Palmeiras ainda não consegue engrenar

Time de Felipão joga bem, mas sofre derrota para o Atlético-GO, que tem bom desempenho diante dos paulistas

PAULO GALDIERI, O Estado de S.Paulo

20 de agosto de 2012 | 03h05

O Palmeiras mais uma vez não conseguiu engrenar na sua reação no Brasileiro. O time alviverde foi a Goiânia ontem e saiu do Serra Dourada derrotado pelo Atlético-GO, por 2 a 1.

A equipe goiana tem se especializado em arrancar pontos dos grandes paulistas no Brasileiro. Além da vitória de ontem, já havia batido o São Paulo, também em casa, e beliscado empates como visitante contra Corinthians e Santos.

Desta vez, nem a boa atuação de Barcos, autor do gol palmeirense, foi capaz de salvar o time de Felipão.

O Palmeiras, com muitos desfalques e uma estreia (Correa), mostrou desde o início da partida que tinha potencial para sofrer jogando fora de casa. Só a falta de organização e deficiência técnica do time do Atlético-GO impediam que o time paulista fosse dominado pelo rival.

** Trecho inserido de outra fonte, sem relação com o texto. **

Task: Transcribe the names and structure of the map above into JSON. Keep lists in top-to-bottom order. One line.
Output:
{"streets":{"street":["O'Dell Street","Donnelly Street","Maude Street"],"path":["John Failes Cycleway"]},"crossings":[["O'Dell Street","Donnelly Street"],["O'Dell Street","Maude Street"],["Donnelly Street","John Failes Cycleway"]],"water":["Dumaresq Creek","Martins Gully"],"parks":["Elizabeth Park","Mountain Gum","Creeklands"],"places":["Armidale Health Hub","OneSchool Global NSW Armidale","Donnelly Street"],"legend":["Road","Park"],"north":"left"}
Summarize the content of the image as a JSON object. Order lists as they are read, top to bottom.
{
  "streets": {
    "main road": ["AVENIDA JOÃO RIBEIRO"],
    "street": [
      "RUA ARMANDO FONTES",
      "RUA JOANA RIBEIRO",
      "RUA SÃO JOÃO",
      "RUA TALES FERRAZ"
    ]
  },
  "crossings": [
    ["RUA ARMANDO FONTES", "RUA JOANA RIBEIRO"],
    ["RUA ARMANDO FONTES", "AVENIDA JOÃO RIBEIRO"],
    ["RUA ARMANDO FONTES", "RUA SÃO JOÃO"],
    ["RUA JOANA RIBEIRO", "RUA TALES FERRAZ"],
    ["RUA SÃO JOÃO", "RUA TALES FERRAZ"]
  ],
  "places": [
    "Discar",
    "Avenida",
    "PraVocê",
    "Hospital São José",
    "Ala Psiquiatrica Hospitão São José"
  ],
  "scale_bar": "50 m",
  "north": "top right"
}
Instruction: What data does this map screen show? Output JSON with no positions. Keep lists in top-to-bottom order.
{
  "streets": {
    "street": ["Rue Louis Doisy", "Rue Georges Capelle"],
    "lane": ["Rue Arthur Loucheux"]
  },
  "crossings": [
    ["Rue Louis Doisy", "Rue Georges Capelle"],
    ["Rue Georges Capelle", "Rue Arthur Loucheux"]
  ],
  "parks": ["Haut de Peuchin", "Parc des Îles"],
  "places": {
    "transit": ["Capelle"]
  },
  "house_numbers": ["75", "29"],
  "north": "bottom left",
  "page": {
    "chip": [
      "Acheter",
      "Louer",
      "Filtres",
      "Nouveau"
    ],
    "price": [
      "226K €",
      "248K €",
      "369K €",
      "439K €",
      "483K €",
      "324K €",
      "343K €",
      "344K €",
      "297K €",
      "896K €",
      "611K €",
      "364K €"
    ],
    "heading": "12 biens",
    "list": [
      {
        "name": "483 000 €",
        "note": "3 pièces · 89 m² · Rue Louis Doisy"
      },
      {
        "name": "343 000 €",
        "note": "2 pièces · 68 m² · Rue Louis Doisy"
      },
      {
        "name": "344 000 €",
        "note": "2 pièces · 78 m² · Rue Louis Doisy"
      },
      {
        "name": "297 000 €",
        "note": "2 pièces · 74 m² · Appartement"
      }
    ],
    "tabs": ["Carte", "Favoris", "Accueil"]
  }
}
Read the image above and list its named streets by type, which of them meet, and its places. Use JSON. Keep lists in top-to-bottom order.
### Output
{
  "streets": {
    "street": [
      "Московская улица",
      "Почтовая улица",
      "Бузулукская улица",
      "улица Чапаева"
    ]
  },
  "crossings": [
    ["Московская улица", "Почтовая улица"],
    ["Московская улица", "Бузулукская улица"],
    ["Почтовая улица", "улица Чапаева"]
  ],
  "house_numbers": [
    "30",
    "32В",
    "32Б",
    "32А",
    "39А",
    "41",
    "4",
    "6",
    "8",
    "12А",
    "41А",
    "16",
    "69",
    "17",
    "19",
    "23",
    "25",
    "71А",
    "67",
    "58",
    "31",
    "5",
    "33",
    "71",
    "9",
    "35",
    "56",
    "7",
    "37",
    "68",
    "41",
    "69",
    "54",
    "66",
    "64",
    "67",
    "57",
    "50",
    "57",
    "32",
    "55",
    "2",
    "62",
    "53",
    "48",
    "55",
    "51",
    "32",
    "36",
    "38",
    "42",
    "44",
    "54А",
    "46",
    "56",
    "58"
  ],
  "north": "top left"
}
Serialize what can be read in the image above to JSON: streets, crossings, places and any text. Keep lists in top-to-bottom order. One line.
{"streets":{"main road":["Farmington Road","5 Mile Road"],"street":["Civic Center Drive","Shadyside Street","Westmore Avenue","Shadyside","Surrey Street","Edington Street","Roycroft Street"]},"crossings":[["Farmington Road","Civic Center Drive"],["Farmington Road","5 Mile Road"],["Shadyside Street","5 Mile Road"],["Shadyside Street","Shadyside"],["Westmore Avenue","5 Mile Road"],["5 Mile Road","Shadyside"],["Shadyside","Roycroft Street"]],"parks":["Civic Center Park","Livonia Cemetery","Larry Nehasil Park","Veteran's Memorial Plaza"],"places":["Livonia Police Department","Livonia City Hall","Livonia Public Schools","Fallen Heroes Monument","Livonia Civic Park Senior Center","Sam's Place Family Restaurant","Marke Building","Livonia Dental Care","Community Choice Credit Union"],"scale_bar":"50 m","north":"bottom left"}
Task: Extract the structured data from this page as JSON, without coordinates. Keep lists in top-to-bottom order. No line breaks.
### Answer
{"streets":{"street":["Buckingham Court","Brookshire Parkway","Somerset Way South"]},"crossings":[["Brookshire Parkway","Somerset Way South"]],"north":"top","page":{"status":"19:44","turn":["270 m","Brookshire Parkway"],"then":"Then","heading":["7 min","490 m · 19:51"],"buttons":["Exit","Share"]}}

Sem lateral-direito à disposição, Felipão improvisou um zagueiro no setor. Román foi deslocado para a função, e o treinador manteve o esquema com dois zagueiros e um volante fazendo a proteção mais à frente.

Na ausência de Henrique, quem ficou com essa tarefa foi o estreante Correa. Embora tenha sido contratado para jogar enquanto Marcos Assunção estiver sem condições de atuar, o novo jogador do Palmeiras ficou mais preso ao sistema defensivo.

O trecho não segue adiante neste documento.